Extract all data as written.

MATERIAL SUPPLIED ->
----
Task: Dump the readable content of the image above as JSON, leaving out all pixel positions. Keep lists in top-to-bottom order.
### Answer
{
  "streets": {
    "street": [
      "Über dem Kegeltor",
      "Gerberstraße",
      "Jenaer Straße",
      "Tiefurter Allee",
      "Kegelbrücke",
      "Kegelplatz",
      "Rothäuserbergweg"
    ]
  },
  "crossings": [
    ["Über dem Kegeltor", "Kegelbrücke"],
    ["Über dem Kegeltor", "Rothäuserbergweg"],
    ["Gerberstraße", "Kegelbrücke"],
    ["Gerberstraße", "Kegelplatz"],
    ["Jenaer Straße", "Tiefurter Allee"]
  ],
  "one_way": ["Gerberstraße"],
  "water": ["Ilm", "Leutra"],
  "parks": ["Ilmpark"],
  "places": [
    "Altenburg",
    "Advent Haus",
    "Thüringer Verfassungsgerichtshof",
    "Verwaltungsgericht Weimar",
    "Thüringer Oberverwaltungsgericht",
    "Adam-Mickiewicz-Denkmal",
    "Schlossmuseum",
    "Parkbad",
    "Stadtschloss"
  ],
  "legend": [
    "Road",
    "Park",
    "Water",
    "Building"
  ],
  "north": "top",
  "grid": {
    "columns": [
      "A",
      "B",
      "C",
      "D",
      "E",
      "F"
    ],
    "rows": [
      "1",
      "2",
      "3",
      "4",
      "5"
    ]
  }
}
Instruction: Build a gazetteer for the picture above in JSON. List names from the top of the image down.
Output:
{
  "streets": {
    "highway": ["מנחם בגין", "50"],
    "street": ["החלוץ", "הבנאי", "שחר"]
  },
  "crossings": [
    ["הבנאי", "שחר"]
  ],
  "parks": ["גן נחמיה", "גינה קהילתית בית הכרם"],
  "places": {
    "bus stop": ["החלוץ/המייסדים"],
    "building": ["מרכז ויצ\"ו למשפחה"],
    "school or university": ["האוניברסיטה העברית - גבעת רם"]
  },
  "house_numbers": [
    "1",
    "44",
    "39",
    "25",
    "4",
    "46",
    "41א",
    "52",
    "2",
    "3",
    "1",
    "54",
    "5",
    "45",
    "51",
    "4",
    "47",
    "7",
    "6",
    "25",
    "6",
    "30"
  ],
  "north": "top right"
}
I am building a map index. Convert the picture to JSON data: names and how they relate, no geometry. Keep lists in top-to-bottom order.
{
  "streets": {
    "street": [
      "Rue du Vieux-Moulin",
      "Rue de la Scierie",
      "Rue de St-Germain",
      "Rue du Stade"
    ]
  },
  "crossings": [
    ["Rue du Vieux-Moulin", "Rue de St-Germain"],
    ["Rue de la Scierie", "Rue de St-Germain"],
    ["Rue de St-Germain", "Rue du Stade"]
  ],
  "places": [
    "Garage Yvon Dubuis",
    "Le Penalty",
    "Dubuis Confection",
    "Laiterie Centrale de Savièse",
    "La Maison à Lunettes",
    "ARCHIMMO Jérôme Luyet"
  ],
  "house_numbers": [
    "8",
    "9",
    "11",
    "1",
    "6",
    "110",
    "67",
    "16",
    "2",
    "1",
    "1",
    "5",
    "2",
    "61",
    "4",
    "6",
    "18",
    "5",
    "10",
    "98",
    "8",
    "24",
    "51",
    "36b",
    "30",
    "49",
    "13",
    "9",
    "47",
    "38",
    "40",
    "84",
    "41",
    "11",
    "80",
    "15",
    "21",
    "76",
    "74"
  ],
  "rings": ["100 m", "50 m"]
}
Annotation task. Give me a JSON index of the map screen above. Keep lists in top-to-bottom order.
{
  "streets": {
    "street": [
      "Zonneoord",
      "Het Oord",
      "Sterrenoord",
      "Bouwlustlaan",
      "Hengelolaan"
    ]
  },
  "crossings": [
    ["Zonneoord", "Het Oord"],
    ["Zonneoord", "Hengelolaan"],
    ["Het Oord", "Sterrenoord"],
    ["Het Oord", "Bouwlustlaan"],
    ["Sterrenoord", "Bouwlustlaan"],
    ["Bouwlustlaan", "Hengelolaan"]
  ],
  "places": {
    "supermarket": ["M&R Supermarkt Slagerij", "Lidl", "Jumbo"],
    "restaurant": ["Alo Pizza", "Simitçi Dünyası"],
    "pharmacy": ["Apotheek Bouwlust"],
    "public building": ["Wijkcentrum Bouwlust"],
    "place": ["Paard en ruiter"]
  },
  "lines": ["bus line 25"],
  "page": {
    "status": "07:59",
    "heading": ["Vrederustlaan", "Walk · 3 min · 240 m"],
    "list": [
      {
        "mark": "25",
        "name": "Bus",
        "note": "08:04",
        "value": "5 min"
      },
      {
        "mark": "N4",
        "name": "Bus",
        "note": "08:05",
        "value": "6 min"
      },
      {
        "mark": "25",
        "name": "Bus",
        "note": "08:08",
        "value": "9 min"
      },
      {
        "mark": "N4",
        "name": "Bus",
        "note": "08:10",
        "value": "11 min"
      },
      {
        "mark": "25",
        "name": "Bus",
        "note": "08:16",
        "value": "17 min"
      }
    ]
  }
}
----
ANSWER FOR THIS EXERCISE ->
Task: Dump the readable content of the image above as JSON, leaving out all pixel positions. Keep lists in top-to-bottom order.
### Answer
{
  "streets": {
    "street": [
      "Über dem Kegeltor",
      "Gerberstraße",
      "Jenaer Straße",
      "Tiefurter Allee",
      "Kegelbrücke",
      "Kegelplatz",
      "Rothäuserbergweg"
    ]
  },
  "crossings": [
    ["Über dem Kegeltor", "Kegelbrücke"],
    ["Über dem Kegeltor", "Rothäuserbergweg"],
    ["Gerberstraße", "Kegelbrücke"],
    ["Gerberstraße", "Kegelplatz"],
    ["Jenaer Straße", "Tiefurter Allee"]
  ],
  "one_way": ["Gerberstraße"],
  "water": ["Ilm", "Leutra"],
  "parks": ["Ilmpark"],
  "places": [
    "Altenburg",
    "Advent Haus",
    "Thüringer Verfassungsgerichtshof",
    "Verwaltungsgericht Weimar",
    "Thüringer Oberverwaltungsgericht",
    "Adam-Mickiewicz-Denkmal",
    "Schlossmuseum",
    "Parkbad",
    "Stadtschloss"
  ],
  "legend": [
    "Road",
    "Park",
    "Water",
    "Building"
  ],
  "north": "top",
  "grid": {
    "columns": [
      "A",
      "B",
      "C",
      "D",
      "E",
      "F"
    ],
    "rows": [
      "1",
      "2",
      "3",
      "4",
      "5"
    ]
  }
}
Instruction: Build a gazetteer for the picture above in JSON. List names from the top of the image down.
Output:
{
  "streets": {
    "highway": ["מנחם בגין", "50"],
    "street": ["החלוץ", "הבנאי", "שחר"]
  },
  "crossings": [
    ["הבנאי", "שחר"]
  ],
  "parks": ["גן נחמיה", "גינה קהילתית בית הכרם"],
  "places": {
    "bus stop": ["החלוץ/המייסדים"],
    "building": ["מרכז ויצ\"ו למשפחה"],
    "school or university": ["האוניברסיטה העברית - גבעת רם"]
  },
  "house_numbers": [
    "1",
    "44",
    "39",
    "25",
    "4",
    "46",
    "41א",
    "52",
    "2",
    "3",
    "1",
    "54",
    "5",
    "45",
    "51",
    "4",
    "47",
    "7",
    "6",
    "25",
    "6",
    "30"
  ],
  "north": "top right"
}
I am building a map index. Convert the picture to JSON data: names and how they relate, no geometry. Keep lists in top-to-bottom order.
{
  "streets": {
    "street": [
      "Rue du Vieux-Moulin",
      "Rue de la Scierie",
      "Rue de St-Germain",
      "Rue du Stade"
    ]
  },
  "crossings": [
    ["Rue du Vieux-Moulin", "Rue de St-Germain"],
    ["Rue de la Scierie", "Rue de St-Germain"],
    ["Rue de St-Germain", "Rue du Stade"]
  ],
  "places": [
    "Garage Yvon Dubuis",
    "Le Penalty",
    "Dubuis Confection",
    "Laiterie Centrale de Savièse",
    "La Maison à Lunettes",
    "ARCHIMMO Jérôme Luyet"
  ],
  "house_numbers": [
    "8",
    "9",
    "11",
    "1",
    "6",
    "110",
    "67",
    "16",
    "2",
    "1",
    "1",
    "5",
    "2",
    "61",
    "4",
    "6",
    "18",
    "5",
    "10",
    "98",
    "8",
    "24",
    "51",
    "36b",
    "30",
    "49",
    "13",
    "9",
    "47",
    "38",
    "40",
    "84",
    "41",
    "11",
    "80",
    "15",
    "21",
    "76",
    "74"
  ],
  "rings": ["100 m", "50 m"]
}
Annotation task. Give me a JSON index of the map screen above. Keep lists in top-to-bottom order.
{
  "streets": {
    "street": [
      "Zonneoord",
      "Het Oord",
      "Sterrenoord",
      "Bouwlustlaan",
      "Hengelolaan"
    ]
  },
  "crossings": [
    ["Zonneoord", "Het Oord"],
    ["Zonneoord", "Hengelolaan"],
    ["Het Oord", "Sterrenoord"],
    ["Het Oord", "Bouwlustlaan"],
    ["Sterrenoord", "Bouwlustlaan"],
    ["Bouwlustlaan", "Hengelolaan"]
  ],
  "places": {
    "supermarket": ["M&R Supermarkt Slagerij", "Lidl", "Jumbo"],
    "restaurant": ["Alo Pizza", "Simitçi Dünyası"],
    "pharmacy": ["Apotheek Bouwlust"],
    "public building": ["Wijkcentrum Bouwlust"],
    "place": ["Paard en ruiter"]
  },
  "lines": ["bus line 25"],
  "page": {
    "status": "07:59",
    "heading": ["Vrederustlaan", "Walk · 3 min · 240 m"],
    "list": [
      {
        "mark": "25",
        "name": "Bus",
        "note": "08:04",
        "value": "5 min"
      },
      {
        "mark": "N4",
        "name": "Bus",
        "note": "08:05",
        "value": "6 min"
      },
      {
        "mark": "25",
        "name": "Bus",
        "note": "08:08",
        "value": "9 min"
      },
      {
        "mark": "N4",
        "name": "Bus",
        "note": "08:10",
        "value": "11 min"
      },
      {
        "mark": "25",
        "name": "Bus",
        "note": "08:16",
        "value": "17 min"
      }
    ]
  }
}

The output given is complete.